Alì ha gli occhi azzurri, 2012

“Dietro ai loro Alì dagli Occhi Azzurri, usciranno da sotto la terra per uccidere, usciranno dal fondo del mare per aggredire, scenderanno dall’alto del cielo per derubare”, scriveva Pasolini nel 1962 nella poesia Profezia. Da quell’opera premonitrice Claudio Giovannesi trasse ispirazione per la storia di Nader, sedicenne musulmano di origine egiziana in bilico tra la voglia di una vita “normale” e il senso di appartenenza. Giovannesi racconta i drammi della seconda generazione, nata e cresciuta in Italia ma continuamente discriminata, entrando nel cuore della periferia romana in pieno spirito pasoliniano.

Fuocoammare, 2016

Da una parte Samuele, bambino di Lampedusa con il suo occhio pigro che rifiuta di vedere; dall’altra i migranti tra morti, corpi in stiva e soccorsi in mare.

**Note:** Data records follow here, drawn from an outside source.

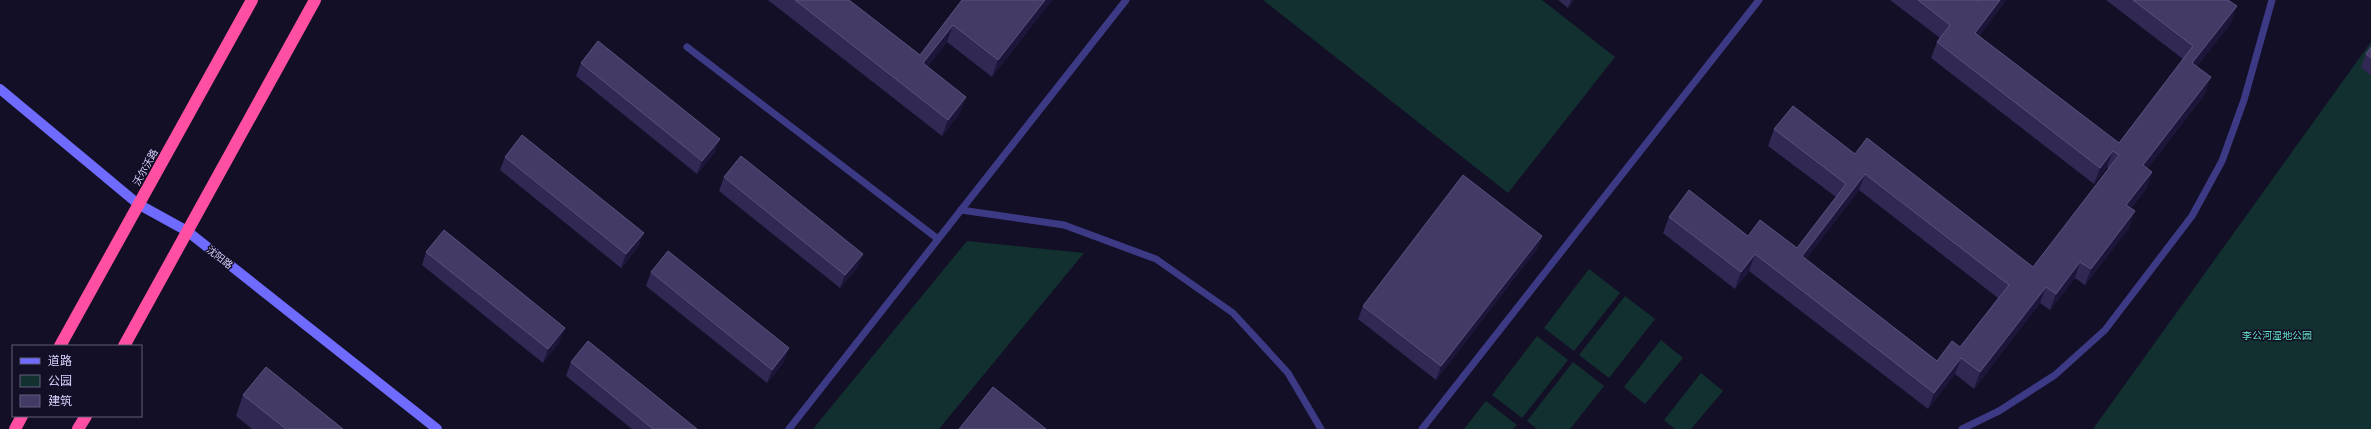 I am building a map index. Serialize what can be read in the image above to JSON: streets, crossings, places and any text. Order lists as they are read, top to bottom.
{
  "streets": {
    "highway": ["沃尔沃路"],
    "street": ["沈阳路"]
  },
  "crossings": [
    ["沃尔沃路", "沈阳路"]
  ],
  "parks": ["李公河湿地公园"],
  "legend": ["道路", "公园", "建筑"]
} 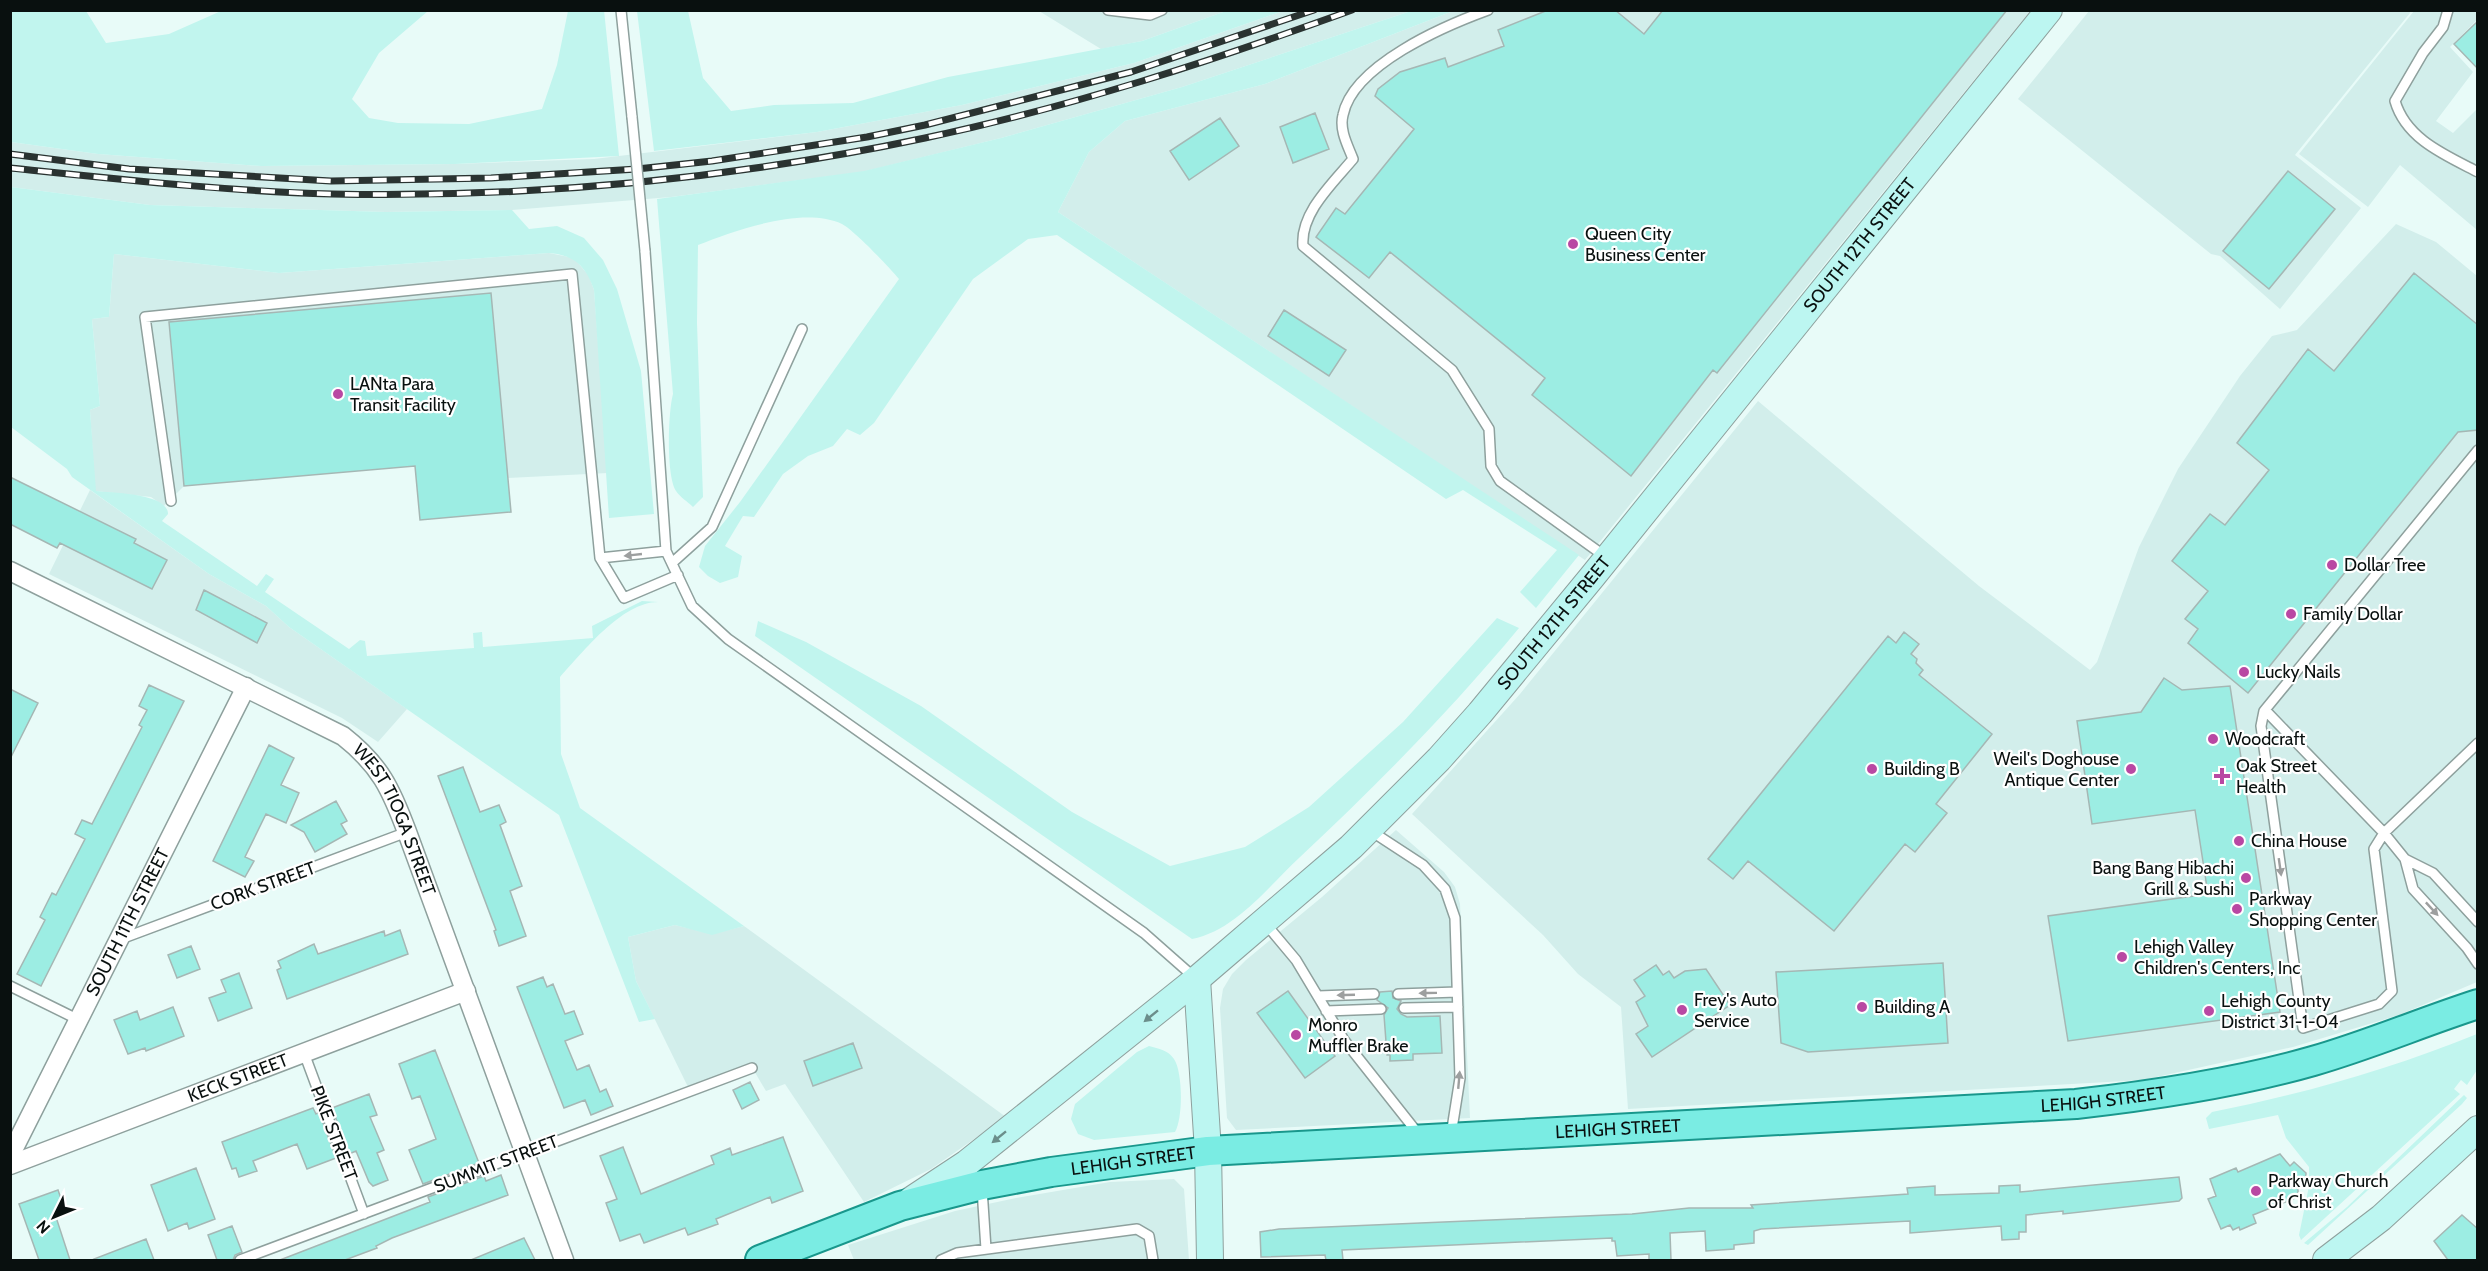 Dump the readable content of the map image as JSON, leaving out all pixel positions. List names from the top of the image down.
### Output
{
  "streets": {
    "main road": ["LEHIGH STREET"],
    "street": [
      "SOUTH 12TH STREET",
      "WEST TIOGA STREET",
      "SOUTH 11TH STREET",
      "KECK STREET"
    ],
    "lane": ["CORK STREET", "PIKE STREET", "SUMMIT STREET"]
  },
  "crossings": [
    ["SOUTH 12TH STREET", "LEHIGH STREET"],
    ["WEST TIOGA STREET", "CORK STREET"],
    ["WEST TIOGA STREET", "SOUTH 11TH STREET"],
    ["WEST TIOGA STREET", "KECK STREET"],
    ["WEST TIOGA STREET", "SUMMIT STREET"],
    ["CORK STREET", "SOUTH 11TH STREET"],
    ["KECK STREET", "PIKE STREET"],
    ["PIKE STREET", "SUMMIT STREET"]
  ],
  "places": {
    "other": [
      "Queen City Business Center",
      "LANta Para Transit Facility",
      "Dollar Tree",
      "Family Dollar",
      "Lucky Nails",
      "Woodcraft",
      "Building B",
      "Weil's Doghouse Antique Center",
      "China House",
      "Bang Bang Hibachi Grill & Sushi",
      "Parkway Shopping Center",
      "Lehigh Valley Children's Centers, Inc",
      "Building A",
      "Frey's Auto Service",
      "Lehigh County District 31-1-04",
      "Monro Muffler Brake",
      "Parkway Church of Christ"
    ],
    "health": ["Oak Street Health"]
  },
  "north": "bottom left"
}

È il capolavoro di Gianfranco Rosi, Orso d’oro a Berlino e film documentario più conosciuto internazionalmente sul tema. Punto di congiunzione tra le due realtà parallele è il dottor Pietro Bartolo, medico di Lampedusa da decenni, alter ego di Rosi che per realizzare il film si è trasferito per più di un anno sull’isola.

Nour, 2019

Si ispira al libro scritto da Pietro Bartolo con la giornalista Lidia Tilotta, Lacrime di sale, il film di Maurizio Zaccaro, presentato al Torino Film Festival con Sergio Castellitto nei panni del medico. Qui Bartolo da simbolo diventa figura paterna per l’undicenne siriana del titolo, aiutata a ritrovare la madre dispersa in Libia prima del viaggio in barcone. Zaccaro, amico e collaboratore di Ermanno Olmi, gli dedica il film.

Io Capitano, 2023

A chiudere questa riflessione non poteva che esserci il film di Matteo Garrone, innovativo nel suo punto di vista: tutto attraverso gli occhi di Seydou e Moussa, due cugini senegalesi di sedici anni che vogliono emigrare in Europa per diventare cantanti famosi. Tra favola e amare disillusioni, Garrone confeziona un racconto empatico capace di far entrare lo spettatore nei panni di ragazzi che cercano di realizzare un sogno, come i loro coetanei dall’altro lato del mondo. Leone d’argento alla regia a Venezia 80, il film ha rivelato l’esordiente Seydou Sarr, vincitore del Premio Marcello Mastroianni.